As Len and I parted ways, though, I felt a sense of hope, as if the future would not be at all like the past, for myself, for the Cubs, and for this town.



Since then, the family that owns the Cubs has gone to great lengths and expense to bring a championship to the city's North Side, all the while taking steps to inject money into the organization that threaten to turn Wrigley Field and the adjacent neighborhood into one humongous Dave & Busters mega-plex where the game itself almost becomes an afterthought.

Imagine going 108 seasons without even a whiff of a championship.

Even so, you couldn't blame an outsider for wondering if winning was even part of the equation, but those of us who kept a watchful eye on happenings in Cubbieville all perked our heads when the team hired Theo Epstein.

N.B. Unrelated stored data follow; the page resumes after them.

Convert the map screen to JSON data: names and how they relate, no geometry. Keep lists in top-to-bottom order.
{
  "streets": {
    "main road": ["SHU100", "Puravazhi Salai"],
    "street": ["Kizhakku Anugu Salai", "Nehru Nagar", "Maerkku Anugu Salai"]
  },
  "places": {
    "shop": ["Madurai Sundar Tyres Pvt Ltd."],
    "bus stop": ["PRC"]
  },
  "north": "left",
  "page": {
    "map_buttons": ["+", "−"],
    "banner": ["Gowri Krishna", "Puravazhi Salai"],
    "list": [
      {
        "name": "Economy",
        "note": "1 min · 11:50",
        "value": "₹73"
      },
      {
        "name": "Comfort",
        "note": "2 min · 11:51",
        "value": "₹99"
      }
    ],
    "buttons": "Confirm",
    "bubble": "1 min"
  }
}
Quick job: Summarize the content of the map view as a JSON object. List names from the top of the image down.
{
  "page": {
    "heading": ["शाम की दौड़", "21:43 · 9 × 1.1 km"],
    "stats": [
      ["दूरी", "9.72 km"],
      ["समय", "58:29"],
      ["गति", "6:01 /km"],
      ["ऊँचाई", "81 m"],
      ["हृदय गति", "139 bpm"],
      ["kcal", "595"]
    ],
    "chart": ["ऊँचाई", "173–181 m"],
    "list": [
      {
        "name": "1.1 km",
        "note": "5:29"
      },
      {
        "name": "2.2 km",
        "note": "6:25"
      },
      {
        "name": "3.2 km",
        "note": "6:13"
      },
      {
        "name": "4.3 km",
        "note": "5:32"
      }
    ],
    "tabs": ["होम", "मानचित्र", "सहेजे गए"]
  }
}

Smiling Cubbie ball girl, 1986, a year the team
would lose 90 games.
For as long as I'd been a fan of baseball, the Cubs were the team that was still patching up that old tire from 1908. The general mind-set within the organization that "Maybe if we just slap a big enough patch over each gaping hole, we can ride this thing to a championship."

It must be said that The Ricketts were the first members of the organization to put their feet down and declared it time for a new tire!

What a grand idea!

That new tire, of course, was a five-year rebuilding process that we fans knew was gonna be ugly, but, wow, even that surpassed our wildest expectations.

Last night, though, a new group of Cubs surpassed our wildest expectations in a good way and finally punched through the wall, tearing the trophy out of Cleveland's deserving hands. Truth be told, if Game 7 hadn't gone the Cubs' way, it wouldn't have been as heartbreaking as if their bats hadn't shown up at all and they lost 8-0.

But, despite having their backs to the wall any number of times, the Cubs did not repeat past behavior and fold. They proved they were the champions they thought they were before we did.

My quick Photoshop tribute to the Cubs.
Every team should be like this. Every game should be like this.

Even an atheist Cubs fan has to hope, for a little while anyway, that there's something beyond this life just so the likes of Ron Santo, Ernie Banks, and every other great player who gave their heart and soul to this team can watch their beloved Cubbies finally bring home the trophy that proves once and for all that the Chicago Cubs are the champions!